Uma dessas questões era a recomendação de um acompanhante especializado para alunos autistas, que os ajudaria inclusive em atividades pedagógicas. O texto aprovado cita apenas os chamados profissionais de apoio, já previstos em lei e que devem ser contratados pelas escolas, com funções de auxílio a locomoção, higiene, comunicação, interação social, mas sem "desenvolver atividades educacionais diferenciadas".

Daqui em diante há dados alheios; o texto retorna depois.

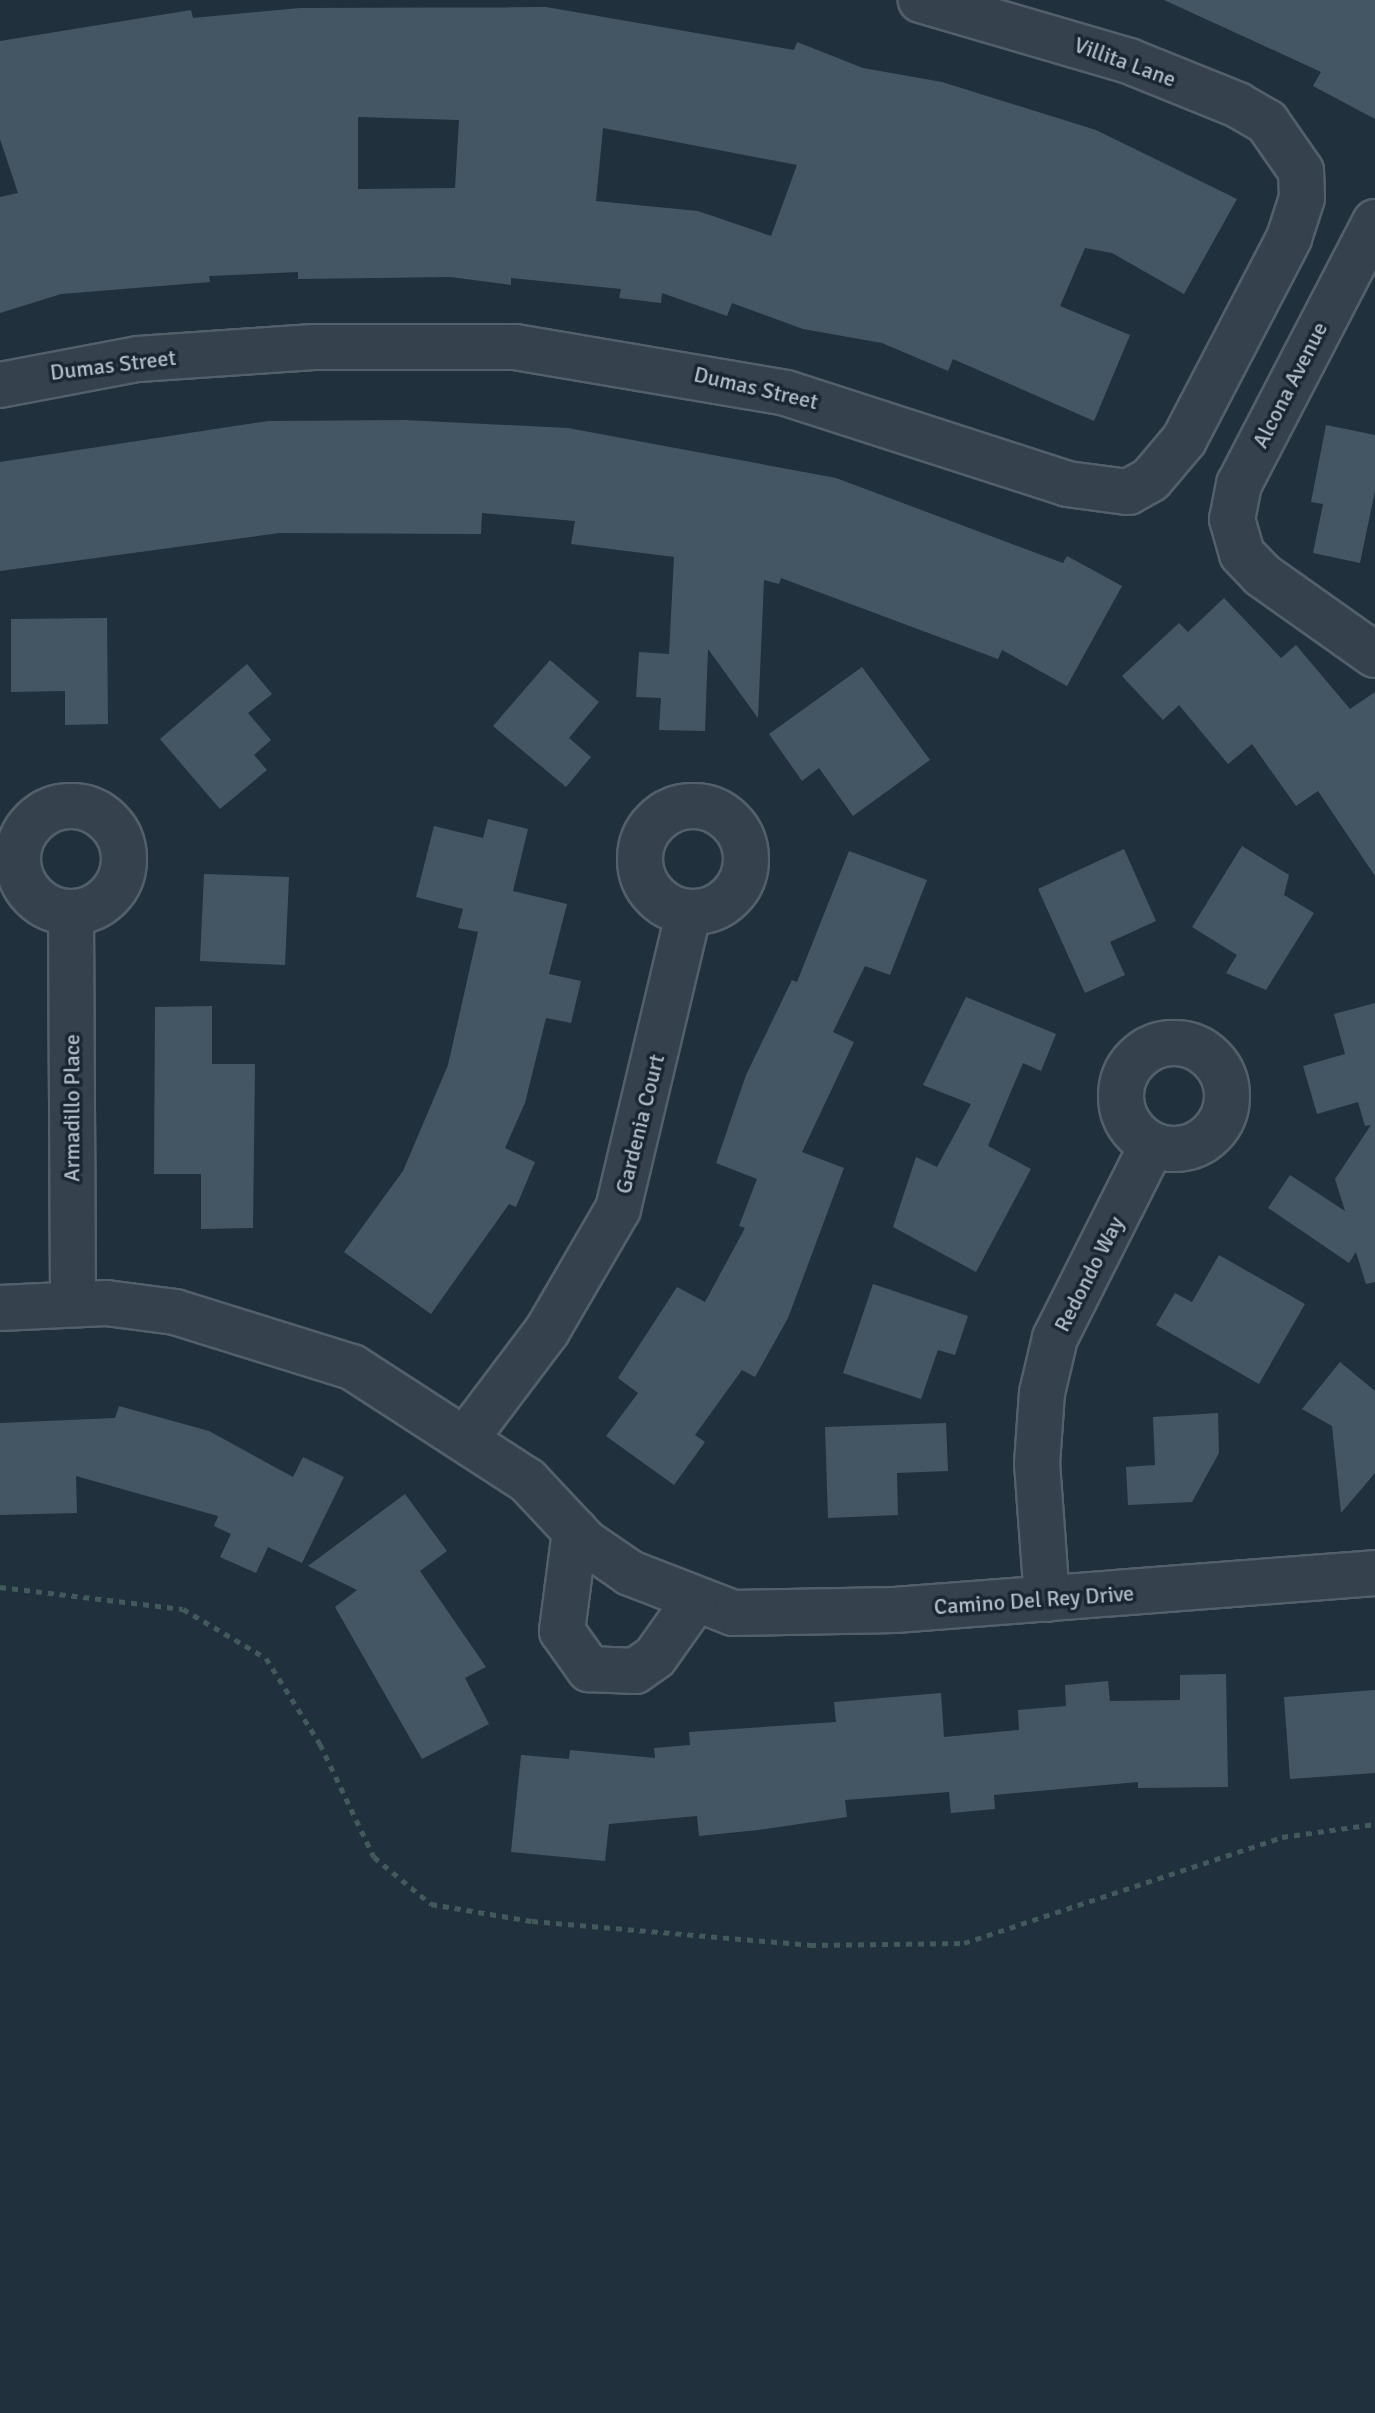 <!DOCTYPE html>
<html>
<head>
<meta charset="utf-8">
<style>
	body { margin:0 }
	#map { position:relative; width:1375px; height:2413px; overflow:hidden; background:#21303d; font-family:Signika,sans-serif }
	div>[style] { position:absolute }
	.building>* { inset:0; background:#445664 }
	.path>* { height:5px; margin-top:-2.5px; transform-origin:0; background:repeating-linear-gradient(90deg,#415a5a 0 6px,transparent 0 12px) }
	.roads { filter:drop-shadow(2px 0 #53606b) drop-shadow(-2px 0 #53606b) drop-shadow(0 2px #53606b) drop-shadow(0 -2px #53606b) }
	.minor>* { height:44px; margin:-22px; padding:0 22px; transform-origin:22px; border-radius:22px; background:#35424d }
	.minor>.ring { margin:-22px; padding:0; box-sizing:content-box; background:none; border:44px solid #35424d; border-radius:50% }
	span { translate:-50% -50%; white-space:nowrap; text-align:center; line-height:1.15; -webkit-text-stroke:7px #1a2732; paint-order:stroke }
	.street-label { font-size:22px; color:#b0bdc9 }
</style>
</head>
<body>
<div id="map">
	<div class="building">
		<div style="clip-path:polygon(1164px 0,1375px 0,1375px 119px,1313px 86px,1321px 72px)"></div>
		<div style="clip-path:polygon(evenodd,546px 7px,794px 50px,797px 42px,863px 68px,942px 82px,1096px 130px,1237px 199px,1184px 294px,1112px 253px,1085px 248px,1060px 306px,1130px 335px,1094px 421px,953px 359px,948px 371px,882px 343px,803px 329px,732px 303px,727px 316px,662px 293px,661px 303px,619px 298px,621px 289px,511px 278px,511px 285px,450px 277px,298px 279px,298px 272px,209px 276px,210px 282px,61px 294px,0 313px,0 197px,18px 193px,0 139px,0 41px,191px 10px,193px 18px,300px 8px,546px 7px,358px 117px,459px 120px,455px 188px,358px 189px,358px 117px,546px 7px,603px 128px,797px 165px,771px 236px,698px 211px,596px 201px,603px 128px)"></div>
		<div style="clip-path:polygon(405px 420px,568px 428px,836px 478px,1063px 563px,1067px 556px,1122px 586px,1067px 686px,1002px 650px,998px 659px,781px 578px,779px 584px,764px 580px,758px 718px,708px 649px,705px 731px,659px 730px,661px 698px,636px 697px,639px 652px,669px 654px,674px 557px,571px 544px,575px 521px,482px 513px,481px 534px,279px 533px,0 571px,0 462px,268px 421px)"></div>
		<div style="clip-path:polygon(1326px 425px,1375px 435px,1375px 491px,1360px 563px,1313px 553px,1323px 504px,1311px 502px)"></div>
		<div style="clip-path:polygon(1224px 598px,1281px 658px,1296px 645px,1350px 709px,1375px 692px,1375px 876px,1318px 791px,1296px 806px,1252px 744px,1228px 764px,1179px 705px,1163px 720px,1122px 676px,1179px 623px,1188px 632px)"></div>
		<div style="clip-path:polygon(107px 618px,108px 724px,65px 725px,65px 691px,11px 692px,11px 619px)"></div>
		<div style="clip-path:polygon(550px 660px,599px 702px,569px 738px,591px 757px,566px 787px,493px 726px)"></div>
		<div style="clip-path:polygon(247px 664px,272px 694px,248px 713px,271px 740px,254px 755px,267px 770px,220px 809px,160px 739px)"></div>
		<div style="clip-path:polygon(862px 667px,930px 760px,853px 816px,819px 768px,802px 781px,769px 734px)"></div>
		<div style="clip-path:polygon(488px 819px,528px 829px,513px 891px,567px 904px,549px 974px,581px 981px,571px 1023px,546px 1018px,525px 1103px,505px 1148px,535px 1162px,516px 1207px,509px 1204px,431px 1314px,344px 1252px,403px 1171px,448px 1065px,478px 932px,458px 928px,463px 909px,416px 897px,434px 826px,483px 838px)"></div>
		<div style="clip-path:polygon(1242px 846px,1289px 875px,1284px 895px,1314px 913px,1266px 990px,1226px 973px,1237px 955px,1192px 927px)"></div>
		<div style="clip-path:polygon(1124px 849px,1156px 921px,1110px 942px,1125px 975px,1085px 993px,1038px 889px)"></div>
		<div style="clip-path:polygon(849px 851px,927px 880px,890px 975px,865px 966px,833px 1032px,854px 1042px,802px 1152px,844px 1168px,788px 1318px,755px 1377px,742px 1370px,695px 1435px,705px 1442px,674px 1485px,606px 1436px,638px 1393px,618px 1378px,677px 1287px,705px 1302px,745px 1228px,739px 1226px,757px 1179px,716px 1163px,746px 1075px,792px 980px,797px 982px)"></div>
		<div style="clip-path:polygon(204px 874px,289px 877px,285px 965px,200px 961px)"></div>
		<div style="clip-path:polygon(966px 997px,1056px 1034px,1041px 1071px,1023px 1063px,988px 1146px,1031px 1169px,976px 1272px,893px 1227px,916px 1157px,937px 1167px,971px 1104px,923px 1085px)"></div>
		<div style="clip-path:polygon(1375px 1003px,1375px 1282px,1366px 1284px,1356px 1252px,1349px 1263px,1268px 1208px,1290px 1175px,1345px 1211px,1335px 1179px,1371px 1125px,1365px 1126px,1358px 1102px,1317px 1114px,1303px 1066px,1345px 1054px,1334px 1014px)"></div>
		<div style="clip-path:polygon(212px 1006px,212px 1064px,255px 1064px,253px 1228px,201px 1229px,201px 1174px,154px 1174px,155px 1007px)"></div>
		<div style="clip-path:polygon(1219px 1255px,1305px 1304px,1259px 1384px,1156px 1325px,1175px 1293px,1192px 1302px)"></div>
		<div style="clip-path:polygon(873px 1284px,968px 1316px,955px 1355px,938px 1350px,921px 1399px,843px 1373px)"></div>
		<div style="clip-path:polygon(1340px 1362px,1375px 1391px,1375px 1473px,1341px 1513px,1332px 1426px,1302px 1409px)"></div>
		<div style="clip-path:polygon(119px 1406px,209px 1431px,293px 1477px,303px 1457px,344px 1477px,302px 1563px,268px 1547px,256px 1573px,220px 1557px,231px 1534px,214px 1526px,218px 1516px,76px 1476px,77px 1513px,0 1515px,0 1423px,115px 1418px)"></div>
		<div style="clip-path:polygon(1218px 1413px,1219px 1453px,1192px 1502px,1128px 1505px,1126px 1467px,1155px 1465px,1153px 1417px)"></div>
		<div style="clip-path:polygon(946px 1423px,948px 1471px,897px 1473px,898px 1515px,828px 1518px,825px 1427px)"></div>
		<div style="clip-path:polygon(405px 1494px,447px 1551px,420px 1571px,486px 1667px,465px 1678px,489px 1724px,422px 1759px,335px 1607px,357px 1590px,308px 1566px)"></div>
		<div style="clip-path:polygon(1226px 1674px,1228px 1787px,1138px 1788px,1138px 1782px,994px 1795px,995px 1809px,951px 1813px,949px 1792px,845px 1800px,847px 1817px,758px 1830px,699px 1836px,697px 1816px,609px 1824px,605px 1861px,511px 1852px,521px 1755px,569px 1759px,570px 1750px,655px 1758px,654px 1748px,690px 1745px,689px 1732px,836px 1722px,834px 1702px,941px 1693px,944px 1737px,1019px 1730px,1018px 1710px,1066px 1706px,1065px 1685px,1108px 1681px,1110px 1701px,1180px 1700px,1180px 1675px)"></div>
		<div style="clip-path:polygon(1375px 1690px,1375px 1773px,1290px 1779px,1284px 1697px)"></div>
	</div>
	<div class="path">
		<div style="left:0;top:1587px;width:184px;rotate:6.9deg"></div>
		<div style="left:183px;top:1609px;width:96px;rotate:30.6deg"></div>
		<div style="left:266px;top:1658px;width:102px;rotate:57.9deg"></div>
		<div style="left:320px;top:1744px;width:125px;rotate:64.5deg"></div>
		<div style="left:374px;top:1857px;width:74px;rotate:39.5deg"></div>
		<div style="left:431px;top:1904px;width:102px;rotate:9.6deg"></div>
		<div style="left:532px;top:1921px;width:279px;rotate:4.9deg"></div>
		<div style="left:810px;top:1945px;width:154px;rotate:-0.7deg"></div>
		<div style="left:964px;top:1943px;width:335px;rotate:-18.4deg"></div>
		<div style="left:1282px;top:1837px;width:94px;rotate:-8deg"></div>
	</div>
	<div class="roads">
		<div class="minor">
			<div style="left:1375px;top:222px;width:295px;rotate:117.4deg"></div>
			<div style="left:1239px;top:484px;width:36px;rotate:101deg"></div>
			<div style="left:1232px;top:519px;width:36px;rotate:74deg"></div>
			<div style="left:1242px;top:554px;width:29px;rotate:46deg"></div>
			<div style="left:1262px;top:575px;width:138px;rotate:35.3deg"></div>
			<div style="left:0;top:385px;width:140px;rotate:-10.7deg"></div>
			<div style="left:138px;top:359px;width:176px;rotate:-3.9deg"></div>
			<div style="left:314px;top:347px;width:201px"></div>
			<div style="left:515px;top:347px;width:275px;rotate:9.6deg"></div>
			<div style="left:786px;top:393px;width:295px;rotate:17.9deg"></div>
			<div style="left:1067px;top:484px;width:62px;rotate:7.5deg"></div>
			<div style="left:1128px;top:492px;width:26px;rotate:-29deg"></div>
			<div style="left:1151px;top:479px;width:51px;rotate:-49.8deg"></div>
			<div style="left:1184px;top:440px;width:228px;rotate:-62.5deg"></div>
			<div style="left:1289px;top:238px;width:42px;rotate:-72deg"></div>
			<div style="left:1302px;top:198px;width:27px;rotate:-92deg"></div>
			<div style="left:1301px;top:171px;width:60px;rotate:-124.8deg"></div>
			<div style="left:1267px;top:122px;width:34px;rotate:-150deg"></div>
			<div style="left:1238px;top:105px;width:118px;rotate:-158deg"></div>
			<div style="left:1129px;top:61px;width:217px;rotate:-163.7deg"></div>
			<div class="ring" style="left:640px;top:806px;width:62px;height:62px"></div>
			<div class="ring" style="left:18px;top:806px;width:62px;height:62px"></div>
			<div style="left:71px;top:913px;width:391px;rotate:89.7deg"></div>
			<div class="ring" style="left:1121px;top:1043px;width:62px;height:62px"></div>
			<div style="left:0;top:1308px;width:106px;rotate:-2.7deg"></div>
			<div style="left:106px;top:1303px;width:70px;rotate:7.4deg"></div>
			<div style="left:175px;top:1312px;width:185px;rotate:17.3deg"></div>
			<div style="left:352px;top:1367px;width:208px;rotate:32.9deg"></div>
			<div style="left:527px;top:1480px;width:85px;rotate:46.9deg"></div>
			<div style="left:585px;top:1542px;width:55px;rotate:34.6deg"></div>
			<div style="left:630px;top:1573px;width:110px;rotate:21.2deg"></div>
			<div style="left:733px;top:1613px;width:162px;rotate:-1.1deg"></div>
			<div style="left:895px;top:1610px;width:481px;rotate:-4.4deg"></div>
			<div style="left:467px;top:1437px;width:133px;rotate:-53deg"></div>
			<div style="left:547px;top:1331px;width:141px;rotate:-59.8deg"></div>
			<div style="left:618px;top:1209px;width:305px;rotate:-76.6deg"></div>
			<div style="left:575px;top:1531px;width:101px;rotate:97.4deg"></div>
			<div style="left:562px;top:1631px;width:47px;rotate:54.6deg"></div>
			<div style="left:589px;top:1669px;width:46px;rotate:2.5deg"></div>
			<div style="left:635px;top:1671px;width:24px;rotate:-35deg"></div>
			<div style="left:655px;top:1657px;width:67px;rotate:-54.7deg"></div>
			<div style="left:1047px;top:1599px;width:135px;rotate:-94.2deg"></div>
			<div style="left:1037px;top:1464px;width:71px;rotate:-86deg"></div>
			<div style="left:1042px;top:1393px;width:57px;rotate:-76.7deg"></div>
			<div style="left:1055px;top:1338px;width:216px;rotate:-63.3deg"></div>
		</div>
	</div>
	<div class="street-label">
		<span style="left:1125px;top:62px;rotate:20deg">Villita Lane</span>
		<span style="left:113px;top:365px;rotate:-7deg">Dumas Street</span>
		<span style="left:1290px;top:385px;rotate:-63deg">Alcona Avenue</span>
		<span style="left:756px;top:388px;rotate:13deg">Dumas Street</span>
		<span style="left:72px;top:1108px;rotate:-90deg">Armadillo Place</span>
		<span style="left:640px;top:1124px;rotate:-76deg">Gardenia Court</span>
		<span style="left:1089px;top:1274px;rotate:-63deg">Redondo Way</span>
		<span style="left:1034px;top:1600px;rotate:-4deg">Camino Del Rey Drive</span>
	</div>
</div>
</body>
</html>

Por outro lado, permaneceu no texto outra questão que causava divergência: a exigência dos alunos com TEA terem um Plano de Educação Individualizado (PEI). O parecer sugere uma lista de perguntas que as escolas devem fazer em um "estudo de caso" analisando, por exemplo, se o aluno gosta de estudar, sua interação na escola, desenvolvimento afetivo e a opinião da família. E fala da criação de plano com "medidas individualizadas de acesso ao currículo para estudantes autistas".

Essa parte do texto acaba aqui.